When Stanley Nelson started working on THE BLACK PANTHERS: VANGUARD OF THE REVOLUTION, it was seven years ago and he thought the history of that movement was particularly relevant to those times. In 2015, he thinks it’s even more relevant. When I spoke to him on October 1, 2015, the echoes of the Panther movement in the phrase “Black Live Matter’ was one of the first things we talked about. He also enumerated the Panther’s Ten Point Program, printed in every issue of the Party’s newspaper, a program demanding an end to violence and a beginning of equal access to education and housing that has somehow gotten lost in the escalating rhetoric that the Party provoked in the status quo. It was one of the reasons that he wanted to tell this story from the point of view of the rank and file, as he put it, not the superstars, but the people who ran the neighborhood programs and answered the telephones. He admitted to being surprised at how important women were to the party, making up the majority of the membership towards the end.
He also recalled his own memories of those times, the impression the Panthers had on him as an adolescent; how seeing young black men standing up to power and yelling back left him stunned and excited. We finished up, though, by discussing the ironies that history can sometimes provide in retrospect.
THE BLACK PANTHERS is his documentary about the first life cycle of the Black Panther movement from its origins in reaction to police brutality on the streets of Oakland, to its work providing breakfasts to children who needed them while also agitating for economic and social justice, to the fraying of the party’s structure as its leadership had different visions of where it should go.

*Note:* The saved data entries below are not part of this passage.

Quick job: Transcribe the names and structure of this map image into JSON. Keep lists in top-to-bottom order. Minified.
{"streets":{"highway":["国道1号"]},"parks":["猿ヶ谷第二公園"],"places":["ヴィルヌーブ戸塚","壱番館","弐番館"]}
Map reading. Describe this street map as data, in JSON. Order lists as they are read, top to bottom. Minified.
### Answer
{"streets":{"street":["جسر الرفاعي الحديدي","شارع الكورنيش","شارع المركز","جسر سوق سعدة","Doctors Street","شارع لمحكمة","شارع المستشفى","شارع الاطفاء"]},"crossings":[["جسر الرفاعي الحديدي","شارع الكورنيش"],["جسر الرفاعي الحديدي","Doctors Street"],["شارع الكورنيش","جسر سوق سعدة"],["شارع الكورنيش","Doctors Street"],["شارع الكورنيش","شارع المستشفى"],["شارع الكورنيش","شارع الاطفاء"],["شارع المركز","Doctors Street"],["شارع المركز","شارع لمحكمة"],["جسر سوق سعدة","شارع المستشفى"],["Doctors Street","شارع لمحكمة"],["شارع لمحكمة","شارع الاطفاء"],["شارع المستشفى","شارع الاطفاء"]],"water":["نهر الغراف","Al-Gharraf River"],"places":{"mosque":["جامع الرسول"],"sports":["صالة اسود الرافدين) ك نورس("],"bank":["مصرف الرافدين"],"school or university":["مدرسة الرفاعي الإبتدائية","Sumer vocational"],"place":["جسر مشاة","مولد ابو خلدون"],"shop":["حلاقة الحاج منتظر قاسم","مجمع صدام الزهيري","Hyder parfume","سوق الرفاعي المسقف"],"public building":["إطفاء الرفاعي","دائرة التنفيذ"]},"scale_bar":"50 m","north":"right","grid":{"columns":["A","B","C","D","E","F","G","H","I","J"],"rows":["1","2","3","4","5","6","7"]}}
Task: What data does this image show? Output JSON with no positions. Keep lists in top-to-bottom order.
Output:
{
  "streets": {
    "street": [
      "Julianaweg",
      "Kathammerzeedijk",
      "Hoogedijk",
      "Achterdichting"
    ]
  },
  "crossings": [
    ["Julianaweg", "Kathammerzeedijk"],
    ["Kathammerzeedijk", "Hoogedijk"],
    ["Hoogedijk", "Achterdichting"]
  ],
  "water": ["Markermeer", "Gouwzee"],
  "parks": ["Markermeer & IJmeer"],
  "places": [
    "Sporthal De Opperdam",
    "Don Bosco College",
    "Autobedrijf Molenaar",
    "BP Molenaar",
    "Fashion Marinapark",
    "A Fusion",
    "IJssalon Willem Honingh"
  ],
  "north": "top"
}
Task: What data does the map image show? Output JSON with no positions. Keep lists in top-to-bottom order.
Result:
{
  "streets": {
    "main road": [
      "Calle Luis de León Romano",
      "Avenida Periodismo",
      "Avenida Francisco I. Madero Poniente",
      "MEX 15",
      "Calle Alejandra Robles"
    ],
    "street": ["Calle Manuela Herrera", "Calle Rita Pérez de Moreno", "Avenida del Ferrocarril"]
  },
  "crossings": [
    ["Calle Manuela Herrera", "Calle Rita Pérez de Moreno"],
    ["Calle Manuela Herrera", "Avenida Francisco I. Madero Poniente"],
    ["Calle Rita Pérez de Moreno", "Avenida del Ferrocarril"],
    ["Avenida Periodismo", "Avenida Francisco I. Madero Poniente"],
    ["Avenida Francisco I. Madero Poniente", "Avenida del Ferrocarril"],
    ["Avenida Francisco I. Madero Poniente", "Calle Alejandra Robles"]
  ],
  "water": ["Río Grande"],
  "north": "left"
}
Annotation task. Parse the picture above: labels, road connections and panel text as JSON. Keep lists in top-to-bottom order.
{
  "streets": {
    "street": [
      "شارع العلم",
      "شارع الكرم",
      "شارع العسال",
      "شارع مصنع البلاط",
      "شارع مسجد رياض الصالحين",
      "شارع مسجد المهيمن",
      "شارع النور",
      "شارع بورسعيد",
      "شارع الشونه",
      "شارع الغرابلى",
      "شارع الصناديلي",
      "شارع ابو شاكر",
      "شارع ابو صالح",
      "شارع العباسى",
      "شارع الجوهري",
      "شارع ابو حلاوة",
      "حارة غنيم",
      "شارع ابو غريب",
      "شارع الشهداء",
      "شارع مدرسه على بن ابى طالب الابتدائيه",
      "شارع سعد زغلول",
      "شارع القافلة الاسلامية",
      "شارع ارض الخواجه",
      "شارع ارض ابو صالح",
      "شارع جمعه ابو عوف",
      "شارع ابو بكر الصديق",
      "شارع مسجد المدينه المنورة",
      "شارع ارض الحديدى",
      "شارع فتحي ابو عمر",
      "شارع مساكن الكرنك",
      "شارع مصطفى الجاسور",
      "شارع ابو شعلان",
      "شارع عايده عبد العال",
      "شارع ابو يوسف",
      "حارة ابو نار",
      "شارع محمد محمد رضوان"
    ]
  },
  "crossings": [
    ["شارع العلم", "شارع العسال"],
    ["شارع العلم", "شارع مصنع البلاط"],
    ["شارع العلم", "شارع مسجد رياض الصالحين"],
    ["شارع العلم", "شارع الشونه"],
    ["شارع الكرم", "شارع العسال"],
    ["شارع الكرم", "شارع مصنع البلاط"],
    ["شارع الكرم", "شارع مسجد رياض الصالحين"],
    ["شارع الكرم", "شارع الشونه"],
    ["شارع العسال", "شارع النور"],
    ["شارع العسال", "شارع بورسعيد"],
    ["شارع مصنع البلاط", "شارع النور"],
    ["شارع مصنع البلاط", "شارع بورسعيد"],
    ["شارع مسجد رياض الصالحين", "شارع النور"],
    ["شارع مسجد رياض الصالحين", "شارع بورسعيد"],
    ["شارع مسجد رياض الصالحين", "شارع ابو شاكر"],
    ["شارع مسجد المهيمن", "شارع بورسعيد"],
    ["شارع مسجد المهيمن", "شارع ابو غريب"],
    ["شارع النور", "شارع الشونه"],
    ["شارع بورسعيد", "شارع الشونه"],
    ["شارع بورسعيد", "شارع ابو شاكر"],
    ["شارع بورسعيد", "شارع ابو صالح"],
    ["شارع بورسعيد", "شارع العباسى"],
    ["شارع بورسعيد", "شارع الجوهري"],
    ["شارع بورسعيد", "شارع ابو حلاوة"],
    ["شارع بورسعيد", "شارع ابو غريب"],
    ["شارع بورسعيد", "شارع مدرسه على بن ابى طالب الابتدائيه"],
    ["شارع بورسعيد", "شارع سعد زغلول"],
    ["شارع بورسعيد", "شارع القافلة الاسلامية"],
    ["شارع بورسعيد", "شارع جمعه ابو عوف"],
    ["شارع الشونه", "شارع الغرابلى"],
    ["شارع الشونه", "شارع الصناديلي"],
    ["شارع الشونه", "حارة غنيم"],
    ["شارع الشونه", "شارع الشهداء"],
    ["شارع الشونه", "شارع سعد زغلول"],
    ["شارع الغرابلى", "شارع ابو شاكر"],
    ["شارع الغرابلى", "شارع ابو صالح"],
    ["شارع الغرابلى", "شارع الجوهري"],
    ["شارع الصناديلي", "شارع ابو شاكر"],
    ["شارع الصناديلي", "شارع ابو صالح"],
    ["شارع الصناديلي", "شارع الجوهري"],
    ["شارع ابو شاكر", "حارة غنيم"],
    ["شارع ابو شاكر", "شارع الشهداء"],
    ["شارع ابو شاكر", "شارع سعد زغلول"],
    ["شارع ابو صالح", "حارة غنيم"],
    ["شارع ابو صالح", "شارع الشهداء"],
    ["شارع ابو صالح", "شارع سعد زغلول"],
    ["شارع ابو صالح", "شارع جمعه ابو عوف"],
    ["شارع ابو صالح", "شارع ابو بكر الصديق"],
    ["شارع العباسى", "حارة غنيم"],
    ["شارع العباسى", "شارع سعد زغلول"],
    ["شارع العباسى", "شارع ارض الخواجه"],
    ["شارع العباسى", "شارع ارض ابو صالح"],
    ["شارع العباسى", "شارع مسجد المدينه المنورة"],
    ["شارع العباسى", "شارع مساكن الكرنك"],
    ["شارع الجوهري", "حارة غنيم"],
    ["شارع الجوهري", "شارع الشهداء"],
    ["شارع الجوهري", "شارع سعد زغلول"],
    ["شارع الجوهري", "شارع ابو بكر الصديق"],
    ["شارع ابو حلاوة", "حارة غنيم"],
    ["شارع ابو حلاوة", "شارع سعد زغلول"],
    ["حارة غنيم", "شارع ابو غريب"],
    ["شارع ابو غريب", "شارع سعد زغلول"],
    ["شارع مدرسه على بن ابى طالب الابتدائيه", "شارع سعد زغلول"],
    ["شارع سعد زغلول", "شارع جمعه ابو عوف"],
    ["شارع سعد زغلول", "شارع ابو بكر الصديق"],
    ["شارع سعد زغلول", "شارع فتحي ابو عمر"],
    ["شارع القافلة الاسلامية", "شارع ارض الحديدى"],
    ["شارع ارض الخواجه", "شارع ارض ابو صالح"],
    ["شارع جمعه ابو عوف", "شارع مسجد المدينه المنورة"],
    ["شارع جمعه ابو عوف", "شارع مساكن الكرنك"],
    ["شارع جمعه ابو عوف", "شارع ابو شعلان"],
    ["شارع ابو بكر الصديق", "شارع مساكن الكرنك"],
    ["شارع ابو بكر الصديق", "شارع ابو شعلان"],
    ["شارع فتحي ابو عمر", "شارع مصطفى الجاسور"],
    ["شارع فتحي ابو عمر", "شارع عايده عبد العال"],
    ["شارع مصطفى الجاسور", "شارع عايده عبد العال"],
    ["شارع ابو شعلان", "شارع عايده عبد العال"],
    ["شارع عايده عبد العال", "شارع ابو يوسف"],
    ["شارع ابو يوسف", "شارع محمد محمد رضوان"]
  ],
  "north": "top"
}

In a history lesson that has all too many counterparts in contemporary America, Nelson talks to the people who were there, countering the mainstream media’s depiction of the movement, and challenging the resulting perception of them that has come down to us. Nelson’s previous work includes, Marcus Garvey: Look for Me in the Whirlwind, Beyond Brown: Pursuing the Promise, Jonestown: The Life and Death of Peoples Temple, and a multi-part series on PBS’ American Experience about the Freedom Riders. He was also a consulting producer for Peter Nicks’ doc, THE WAITING ROOM and is currently working on FREE FOR ALL: Inside the Public Library. He is also the recipient of a MacArthur Genius Grant.